1For gender, age, and height measured on at least 3 separate occasions; if systolic and diastolic categories are different, categorize by the higher value.

2This occurs typically at 12 years old for SBP and at 16 years old for DBP.

3Parents and children trying to modify the eating plan to the Dietary Approaches to Stop Hypertension Study eating plan could benefit from consultation with a registered or licensed nutritionist to get them started.

4More than 1 drug may be required.

Primary Hypertension and Evaluation for Comorbidities

  • Primary hypertension is identifiable in children and adolescents.
  • Both hypertension and prehypertension have become a significant health issue in the young because of the strong association of high BP with overweight and the marked increase in the prevalence of overweight children.
  • The evaluation of hypertensive children should include assessment for additional risk factors.
  • Because of an association of sleep apnea with overweight and high BP, a sleep history should be obtained.

Primary hypertension often clusters with other risk factors. Therefore, the medical history, physical examination, and laboratory evaluation of hypertensive children and adolescents should include a comprehensive assessment for additional cardiovascular risk. These risk factors, in addition to high BP and overweight, include low plasma high-density lipoprotein cholesterol, elevated plasma triglyceride, and abnormal glucose tolerance. Fasting plasma insulin concentration is generally elevated, but an elevated insulin concentration may be reflective only of obesity and is not diagnostic of the insulin-resistance syndrome.

To identify other cardiovascular risk factors, a fasting lipid panel and fasting glucose level should be obtained in children who are overweight and have BP between the 90th and 94th percentile and in all children with BP >95th percentile. If there is a strong family history of type 2 diabetes, a hemoglobin A1c or glucose tolerance test may also be considered. These metabolic risk factors should be repeated periodically to detect changes in the level of cardiovascular risk over time.

Approximately 15% of children snore, and at least 1% to 3% have sleep-disordered breathing. Because of the associations with hypertension and the frequency of occurrence of sleep disorders, particularly among overweight children, a history of sleeping patterns should be obtained in a child with hypertension. One practical strategy for identifying children with a sleep problem or sleep disorder is to obtain a brief sleep history, using an instrument called BEARS (Bedtime problems, Excessive daytime sleepiness, Awakenings during the night, Regularity and duration of sleep, and Sleep-disordered breathing (snoring).

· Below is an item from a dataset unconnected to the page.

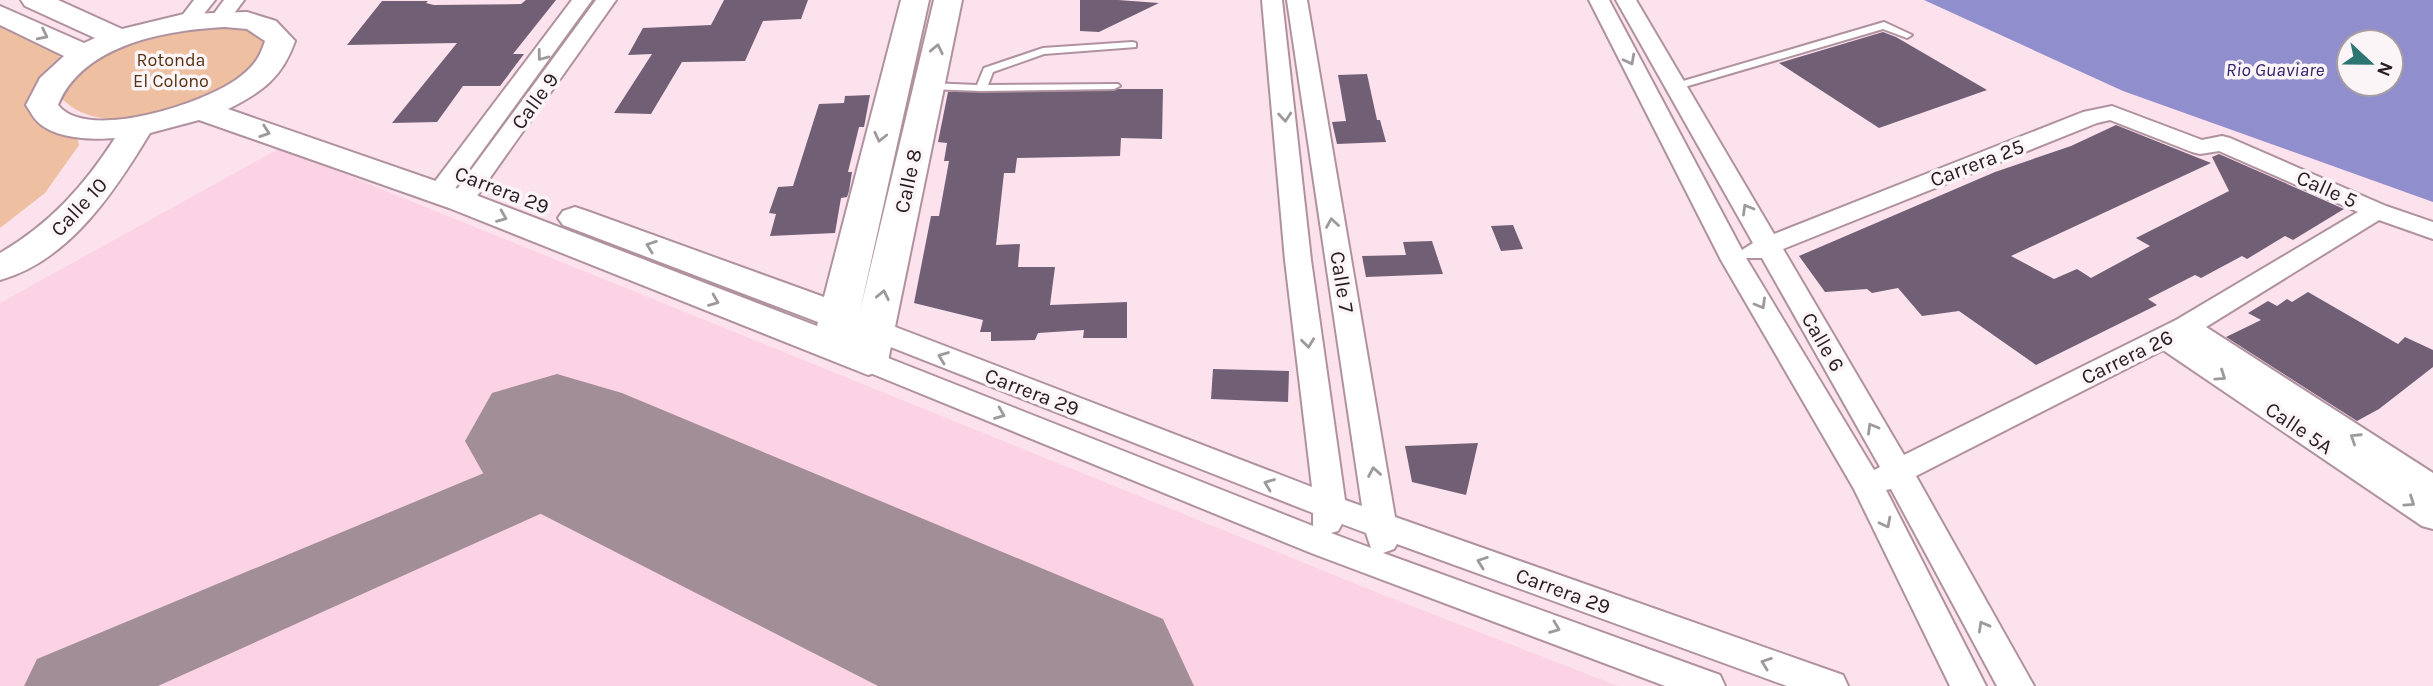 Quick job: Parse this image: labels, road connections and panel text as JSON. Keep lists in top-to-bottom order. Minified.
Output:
{"streets":{"main road":["Calle 8","Carrera 29","Calle 10"],"street":["Calle 9","Carrera 25","Calle 5","Calle 7","Calle 6","Carrera 26","Calle 5A"]},"crossings":[["Calle 9","Carrera 29"],["Carrera 25","Calle 5"],["Carrera 25","Calle 6"],["Calle 8","Carrera 29"],["Calle 5","Carrera 26"],["Carrera 29","Calle 7"],["Calle 6","Carrera 26"],["Carrera 26","Calle 5A"]],"water":["Rio Guaviare"],"parks":["Rotonda El Colono"],"north":"right"}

In a child with primary hypertension, the presence of any comorbidity that is associated with hypertension carries the potential to increase the risk for cardiovascular disease (CVD) and can have an adverse effect on health outcome. Consideration of these associated risk factors and appropriate evaluation in those children in whom the hypertension is verified are important in planning and implementing therapies that reduce the comorbidity risk as well as control BP.

Evaluation for Secondary Hypertension

  • Secondary hypertension is more common in children than in adults.
  • Because overweight is strongly linked to hypertension, body mass index (BMI) should be calculated as part of the physical examination.
  • Once hypertension is confirmed, BP should be measured in both arms and a leg.
  • Very young children, children with stage 2 hypertension, and children or adolescents with clinical signs that suggest systemic conditions associated with hypertension should be evaluated more completely than in those with stage 1 hypertension.

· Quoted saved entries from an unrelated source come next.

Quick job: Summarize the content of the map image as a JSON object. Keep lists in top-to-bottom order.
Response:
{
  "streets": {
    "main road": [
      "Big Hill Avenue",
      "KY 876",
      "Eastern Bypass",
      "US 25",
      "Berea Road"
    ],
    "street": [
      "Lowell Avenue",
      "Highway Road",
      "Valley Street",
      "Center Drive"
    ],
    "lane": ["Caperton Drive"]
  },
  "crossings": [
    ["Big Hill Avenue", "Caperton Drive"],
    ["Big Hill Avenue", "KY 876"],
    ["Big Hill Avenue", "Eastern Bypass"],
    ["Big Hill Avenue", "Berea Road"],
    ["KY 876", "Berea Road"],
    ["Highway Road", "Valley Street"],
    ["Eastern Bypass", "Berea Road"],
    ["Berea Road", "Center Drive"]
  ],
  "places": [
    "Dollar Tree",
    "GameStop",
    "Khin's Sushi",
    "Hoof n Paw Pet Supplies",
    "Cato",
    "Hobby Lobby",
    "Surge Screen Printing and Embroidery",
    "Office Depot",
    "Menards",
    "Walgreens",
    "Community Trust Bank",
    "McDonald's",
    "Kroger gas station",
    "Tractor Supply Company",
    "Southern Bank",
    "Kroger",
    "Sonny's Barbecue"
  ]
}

Secondary hypertension is more common in children than in adults. The possibility that some underlying disorder may be the cause of the hypertension should be considered in every child or adolescent who has elevated BP. However, the extent of an evaluation for detection of a possible underlying cause should be individualized for each child. Very young children, children with stage 2 hypertension, and children or adolescents with clinical signs that suggest the presence of systemic conditions associated with hypertension should be evaluated more extensively, as compared with those with stage 1 hypertension.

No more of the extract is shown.